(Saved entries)
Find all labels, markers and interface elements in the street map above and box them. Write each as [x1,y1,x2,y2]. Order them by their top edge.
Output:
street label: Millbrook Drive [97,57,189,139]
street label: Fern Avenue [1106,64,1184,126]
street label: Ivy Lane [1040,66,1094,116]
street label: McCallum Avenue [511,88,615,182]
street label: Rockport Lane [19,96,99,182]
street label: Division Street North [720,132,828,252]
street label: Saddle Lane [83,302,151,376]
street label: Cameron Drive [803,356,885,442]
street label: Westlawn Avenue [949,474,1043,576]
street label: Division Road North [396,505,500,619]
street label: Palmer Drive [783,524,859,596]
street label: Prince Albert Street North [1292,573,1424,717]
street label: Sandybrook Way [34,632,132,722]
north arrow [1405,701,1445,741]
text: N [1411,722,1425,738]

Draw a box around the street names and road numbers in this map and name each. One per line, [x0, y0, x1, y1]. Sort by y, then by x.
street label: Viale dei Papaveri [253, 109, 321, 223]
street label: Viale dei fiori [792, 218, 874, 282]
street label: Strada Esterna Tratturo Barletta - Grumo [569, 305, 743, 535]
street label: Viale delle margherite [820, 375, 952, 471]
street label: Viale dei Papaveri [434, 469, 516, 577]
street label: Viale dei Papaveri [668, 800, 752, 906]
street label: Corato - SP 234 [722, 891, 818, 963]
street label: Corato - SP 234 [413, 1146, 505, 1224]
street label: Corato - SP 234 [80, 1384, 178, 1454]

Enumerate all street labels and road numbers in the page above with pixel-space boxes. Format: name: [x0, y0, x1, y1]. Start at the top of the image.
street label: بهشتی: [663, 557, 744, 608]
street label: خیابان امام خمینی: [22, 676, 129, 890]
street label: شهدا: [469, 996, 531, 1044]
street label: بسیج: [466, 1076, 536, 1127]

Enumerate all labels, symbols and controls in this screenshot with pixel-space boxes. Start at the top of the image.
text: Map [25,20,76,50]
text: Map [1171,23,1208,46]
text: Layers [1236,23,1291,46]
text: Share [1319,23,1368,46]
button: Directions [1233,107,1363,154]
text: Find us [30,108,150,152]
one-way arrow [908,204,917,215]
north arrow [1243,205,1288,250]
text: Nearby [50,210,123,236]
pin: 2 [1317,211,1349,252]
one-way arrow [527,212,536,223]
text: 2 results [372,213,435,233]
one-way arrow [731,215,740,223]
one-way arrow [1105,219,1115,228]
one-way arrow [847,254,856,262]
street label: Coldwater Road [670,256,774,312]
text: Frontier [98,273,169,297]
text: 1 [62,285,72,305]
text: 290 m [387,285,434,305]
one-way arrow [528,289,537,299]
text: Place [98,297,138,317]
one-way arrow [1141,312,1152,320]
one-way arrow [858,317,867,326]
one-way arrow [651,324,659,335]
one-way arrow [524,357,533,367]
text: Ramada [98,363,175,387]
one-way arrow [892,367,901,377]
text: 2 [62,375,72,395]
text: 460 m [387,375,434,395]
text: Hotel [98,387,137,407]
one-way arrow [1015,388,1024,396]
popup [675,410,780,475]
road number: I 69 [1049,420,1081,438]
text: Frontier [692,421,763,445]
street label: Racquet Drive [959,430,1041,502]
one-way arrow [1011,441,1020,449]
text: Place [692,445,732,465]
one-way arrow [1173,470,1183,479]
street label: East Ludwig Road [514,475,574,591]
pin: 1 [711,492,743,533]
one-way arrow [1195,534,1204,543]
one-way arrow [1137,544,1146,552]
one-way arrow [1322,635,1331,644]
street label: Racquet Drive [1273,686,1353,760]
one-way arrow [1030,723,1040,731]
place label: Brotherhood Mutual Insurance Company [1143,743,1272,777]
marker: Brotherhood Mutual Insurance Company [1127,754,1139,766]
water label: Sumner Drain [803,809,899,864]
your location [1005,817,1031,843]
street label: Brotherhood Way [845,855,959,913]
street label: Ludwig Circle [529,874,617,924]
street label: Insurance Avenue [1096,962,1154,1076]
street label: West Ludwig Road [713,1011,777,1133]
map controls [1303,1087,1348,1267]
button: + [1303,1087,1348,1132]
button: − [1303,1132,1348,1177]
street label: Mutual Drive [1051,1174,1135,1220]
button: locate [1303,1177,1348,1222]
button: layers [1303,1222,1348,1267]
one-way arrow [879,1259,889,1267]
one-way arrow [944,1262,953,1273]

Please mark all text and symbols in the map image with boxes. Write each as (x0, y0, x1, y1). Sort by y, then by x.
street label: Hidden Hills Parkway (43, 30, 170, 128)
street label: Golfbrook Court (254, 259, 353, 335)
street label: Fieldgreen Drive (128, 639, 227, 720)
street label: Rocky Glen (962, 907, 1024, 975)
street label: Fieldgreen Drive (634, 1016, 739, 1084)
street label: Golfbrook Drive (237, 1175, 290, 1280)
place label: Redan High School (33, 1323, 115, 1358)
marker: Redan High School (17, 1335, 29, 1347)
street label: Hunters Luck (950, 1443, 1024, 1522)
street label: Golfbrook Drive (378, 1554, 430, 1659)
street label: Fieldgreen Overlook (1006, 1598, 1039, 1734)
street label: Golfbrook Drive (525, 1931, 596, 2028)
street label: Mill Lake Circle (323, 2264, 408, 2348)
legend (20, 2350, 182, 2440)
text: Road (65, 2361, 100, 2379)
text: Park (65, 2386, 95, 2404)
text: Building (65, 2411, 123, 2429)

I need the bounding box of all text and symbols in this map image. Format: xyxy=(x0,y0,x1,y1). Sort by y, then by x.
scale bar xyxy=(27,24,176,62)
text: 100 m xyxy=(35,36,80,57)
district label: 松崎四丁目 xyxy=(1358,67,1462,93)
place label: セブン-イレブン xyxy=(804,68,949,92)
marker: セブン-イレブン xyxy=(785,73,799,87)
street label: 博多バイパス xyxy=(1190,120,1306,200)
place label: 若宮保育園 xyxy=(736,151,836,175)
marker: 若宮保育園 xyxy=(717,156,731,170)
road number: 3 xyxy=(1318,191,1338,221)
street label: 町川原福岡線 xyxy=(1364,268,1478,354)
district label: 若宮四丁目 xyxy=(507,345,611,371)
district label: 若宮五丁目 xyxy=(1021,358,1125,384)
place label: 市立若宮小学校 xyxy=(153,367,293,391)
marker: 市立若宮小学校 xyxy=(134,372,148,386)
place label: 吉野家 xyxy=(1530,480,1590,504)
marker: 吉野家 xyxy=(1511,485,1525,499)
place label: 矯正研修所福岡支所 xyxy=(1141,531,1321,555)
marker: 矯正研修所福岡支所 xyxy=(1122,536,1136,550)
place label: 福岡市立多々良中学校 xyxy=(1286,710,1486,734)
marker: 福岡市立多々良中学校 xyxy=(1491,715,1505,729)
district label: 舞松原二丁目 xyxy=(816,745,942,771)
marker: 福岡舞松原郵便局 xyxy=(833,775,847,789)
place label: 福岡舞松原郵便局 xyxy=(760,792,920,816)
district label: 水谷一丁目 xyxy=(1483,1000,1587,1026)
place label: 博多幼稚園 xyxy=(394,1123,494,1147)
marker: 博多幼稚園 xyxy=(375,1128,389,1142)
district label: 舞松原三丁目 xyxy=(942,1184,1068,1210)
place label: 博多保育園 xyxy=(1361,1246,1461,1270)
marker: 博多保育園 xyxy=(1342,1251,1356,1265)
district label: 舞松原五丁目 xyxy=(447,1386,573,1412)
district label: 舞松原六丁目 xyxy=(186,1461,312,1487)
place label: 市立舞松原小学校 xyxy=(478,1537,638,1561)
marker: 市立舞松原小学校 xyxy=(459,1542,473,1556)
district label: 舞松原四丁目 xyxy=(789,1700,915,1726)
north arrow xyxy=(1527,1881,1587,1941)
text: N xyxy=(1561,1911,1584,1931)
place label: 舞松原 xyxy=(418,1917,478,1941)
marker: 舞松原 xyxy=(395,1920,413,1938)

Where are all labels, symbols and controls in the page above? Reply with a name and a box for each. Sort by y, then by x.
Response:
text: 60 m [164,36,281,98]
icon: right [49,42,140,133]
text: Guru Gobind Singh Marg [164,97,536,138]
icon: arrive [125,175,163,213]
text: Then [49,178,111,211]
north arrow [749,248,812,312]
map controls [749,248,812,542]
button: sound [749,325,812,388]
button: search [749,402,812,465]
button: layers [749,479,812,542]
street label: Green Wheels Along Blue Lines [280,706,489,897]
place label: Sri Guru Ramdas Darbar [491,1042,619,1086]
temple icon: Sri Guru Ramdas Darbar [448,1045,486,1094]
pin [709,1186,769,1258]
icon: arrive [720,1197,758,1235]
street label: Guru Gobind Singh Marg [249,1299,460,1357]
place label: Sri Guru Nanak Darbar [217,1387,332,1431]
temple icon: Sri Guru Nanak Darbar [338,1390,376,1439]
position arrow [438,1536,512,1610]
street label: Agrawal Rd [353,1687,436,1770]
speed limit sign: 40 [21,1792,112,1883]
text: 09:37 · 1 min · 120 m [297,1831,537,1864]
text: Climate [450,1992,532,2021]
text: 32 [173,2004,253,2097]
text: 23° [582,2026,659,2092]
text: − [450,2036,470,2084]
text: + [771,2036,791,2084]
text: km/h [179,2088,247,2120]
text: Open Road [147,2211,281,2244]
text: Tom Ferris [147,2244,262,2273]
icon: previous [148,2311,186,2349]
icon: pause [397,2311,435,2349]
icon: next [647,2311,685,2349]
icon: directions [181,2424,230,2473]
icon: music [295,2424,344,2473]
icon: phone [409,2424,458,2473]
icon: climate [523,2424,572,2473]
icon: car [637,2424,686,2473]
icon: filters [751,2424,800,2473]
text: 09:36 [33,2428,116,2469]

### WHAT YOU WILL DO
The expected answer is a copy of each line above containing "page".

### SOLUTION TO THIS PROBLEM
Enumerate all street labels and road numbers in the page above with pixel-space boxes. Format: name: [x0, y0, x1, y1]. Start at the top of the image.
Where are all labels, symbols and controls in the page above? Reply with a name and a box for each. Sort by y, then by x.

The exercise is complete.